Re: Database storage - Mailing list pgsql-general

From Scott Marlowe
Subject Re: Database storage
Date
Msg-id dcc563d10907091728l216ef97ck645b328d0ba06d9a@mail.gmail.com
Whole thread Raw
In response to Database storage  (nabble.30.miller_2555@spamgourmet.com)
Responses Re: Database storage
List pgsql-general
On Thu, Jul 9, 2009 at 5:40 PM, <nabble.30.miller_2555@spamgourmet.com> wrote:
> Hi -
>
> I'm running Postgres v8.3 on Fedora 10 (home machine - x86_64
> architecture). After realizing that the storage requirements of one of
> my databases will exceed 4Tb, I wanted to see if anyone had any
> suggestions as to hardware setup that works well with Postgres running
> on Linux. I have partitioned most of the database, so older data can
> go on slower devices with only 400-500Gb needed on faster devices.
> Redundancy is a requirement. General database usage is generally low,
> with burst input. For the curious, here's the general profile:
>    a) ~19,000,000 INSERT statements/ day (190 INSERTs/ commit blocks)
> for a total of ~10 Gb INSERT/day
>    b) INSERTs occur sequentially (daily batch)
>    c) Handful of SELECT statements run per day to generate a few
> dozen reports, but these are not resource-intensive.
>    d) Only 3-5 database users configured.
>
> Initial thought: Use an external multi-bay eSATA case and inserting
> some 7200RPM+, 32Mb cache 1T+ SATA drives running RAID 5.

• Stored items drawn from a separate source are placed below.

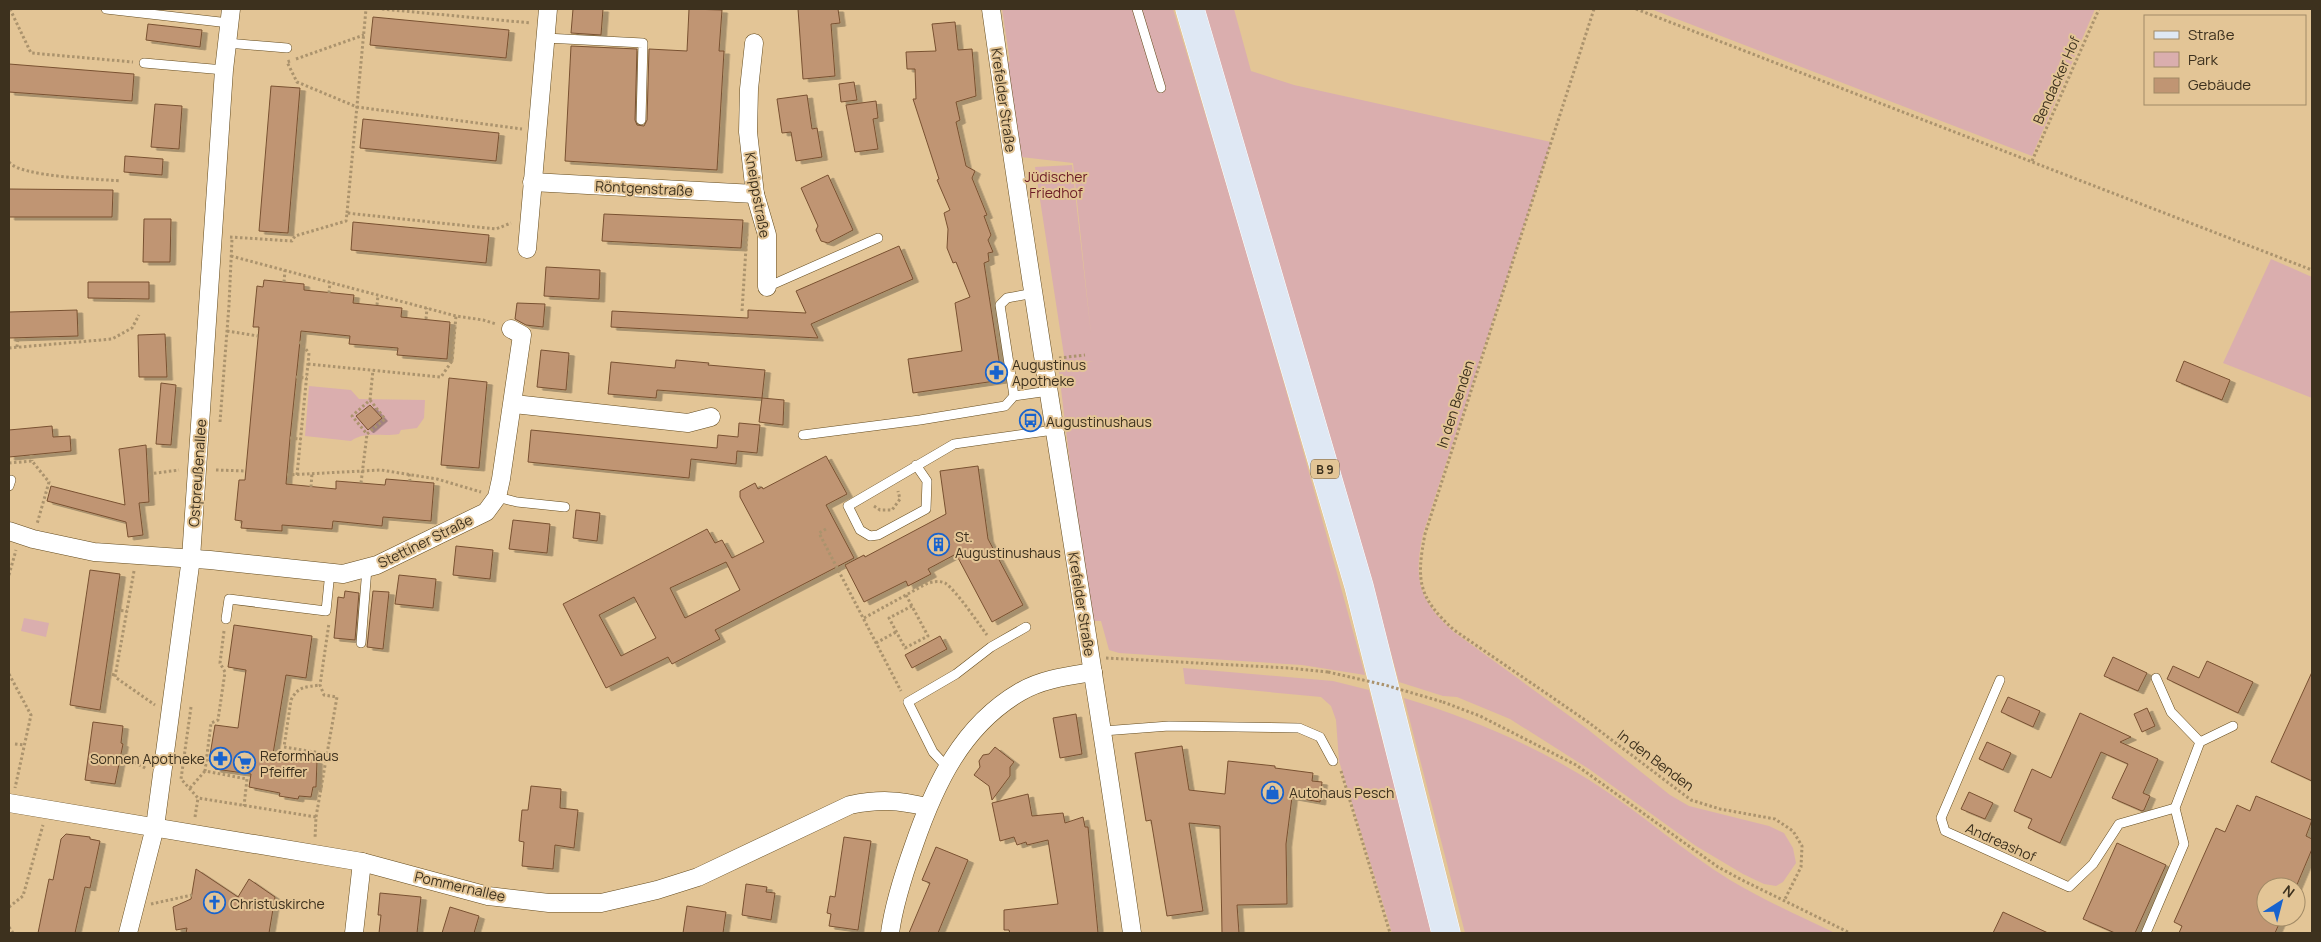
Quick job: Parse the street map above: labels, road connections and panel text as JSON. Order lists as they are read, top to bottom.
{
  "streets": {
    "main road": ["B 9"],
    "street": [
      "Krefelder Straße",
      "Röntgenstraße",
      "Kneippstraße",
      "Ostpreußenallee",
      "Stettiner Straße",
      "Pommernallee"
    ],
    "lane": ["Andreashof"],
    "path": ["Bendacker Hof", "In den Benden"]
  },
  "crossings": [
    ["Röntgenstraße", "Kneippstraße"],
    ["Ostpreußenallee", "Stettiner Straße"],
    ["Ostpreußenallee", "Pommernallee"]
  ],
  "parks": ["Jüdischer Friedhof"],
  "places": {
    "pharmacy": ["Augustinus Apotheke", "Sonnen Apotheke"],
    "bus stop": ["Augustinushaus"],
    "building": ["St. Augustinushaus"],
    "supermarket": ["Reformhaus Pfeiffer"],
    "shop": ["Autohaus Pesch"],
    "church": ["Christuskirche"]
  },
  "legend": ["Straße", "Park", "Gebäude"],
  "north": "top right"
}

While RAID-5 is generally not the best database setup, considering
that your inputs will be bulk you're probably ok.  Also, given that
2TB server class drives (5400rpm) are now out, and that they have
about the same throughput as 1TB 7200 RPM server class drives, you
might want to look into them as you can get by on fewer drives for the
same storage.

> A few specific questions:
>    1) Which components generally lead to bottlenecks (controller
> card, individual HD cache, HD rotational speed, other???)

IO is almost always your bottleneck on queries over large data sets.

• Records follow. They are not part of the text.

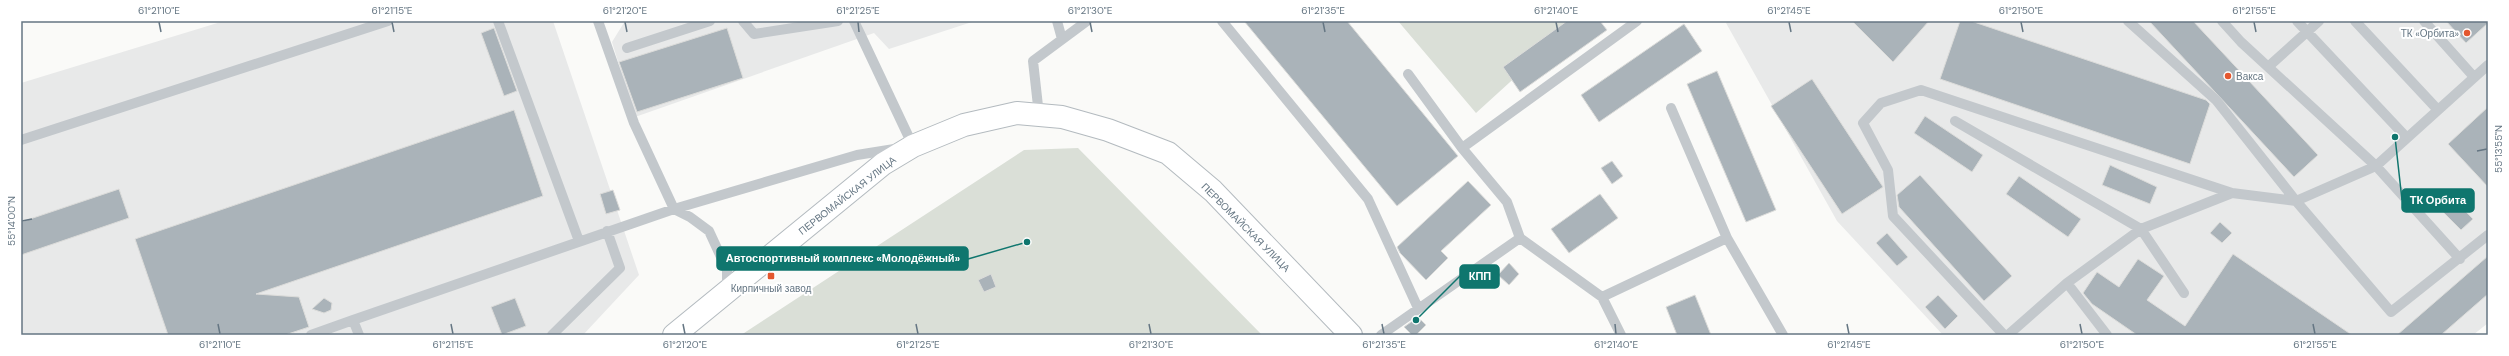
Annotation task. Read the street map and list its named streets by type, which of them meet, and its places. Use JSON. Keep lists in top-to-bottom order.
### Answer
{
  "streets": {
    "street": ["ПЕРВОМАЙСКАЯ УЛИЦА"]
  },
  "places": {
    "other": [
      "ТК «Орбита»",
      "Вакса",
      "ТК Орбита",
      "Автоспортивный комплекс «Молодёжный»",
      "КПП"
    ],
    "transit": ["Кирпичный завод"]
  },
  "coordinates": [
    "61°21'10\"E",
    "61°21'15\"E",
    "61°21'20\"E",
    "61°21'25\"E",
    "61°21'30\"E",
    "61°21'35\"E",
    "61°21'40\"E",
    "61°21'45\"E",
    "61°21'50\"E",
    "61°21'55\"E",
    "55°13'55\"N",
    "55°14'00\"N"
  ]
}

>    2) Are there better solutions (broad question in terms of price/
> data availability)? Budget: $500 - $750 for the storage medium. Better
> question: Which setup was worked well with a Postgres implementation
> running on a similar budget?

$750 is about what a decent RAID controller would cost you, but again
it's likely that given your bulk import scenario,  you're probably ok
without one.  In this instance, you're probably best off with software
RAID than a cheap RAID card which will cost extra and probably be
slower than linux software RAID.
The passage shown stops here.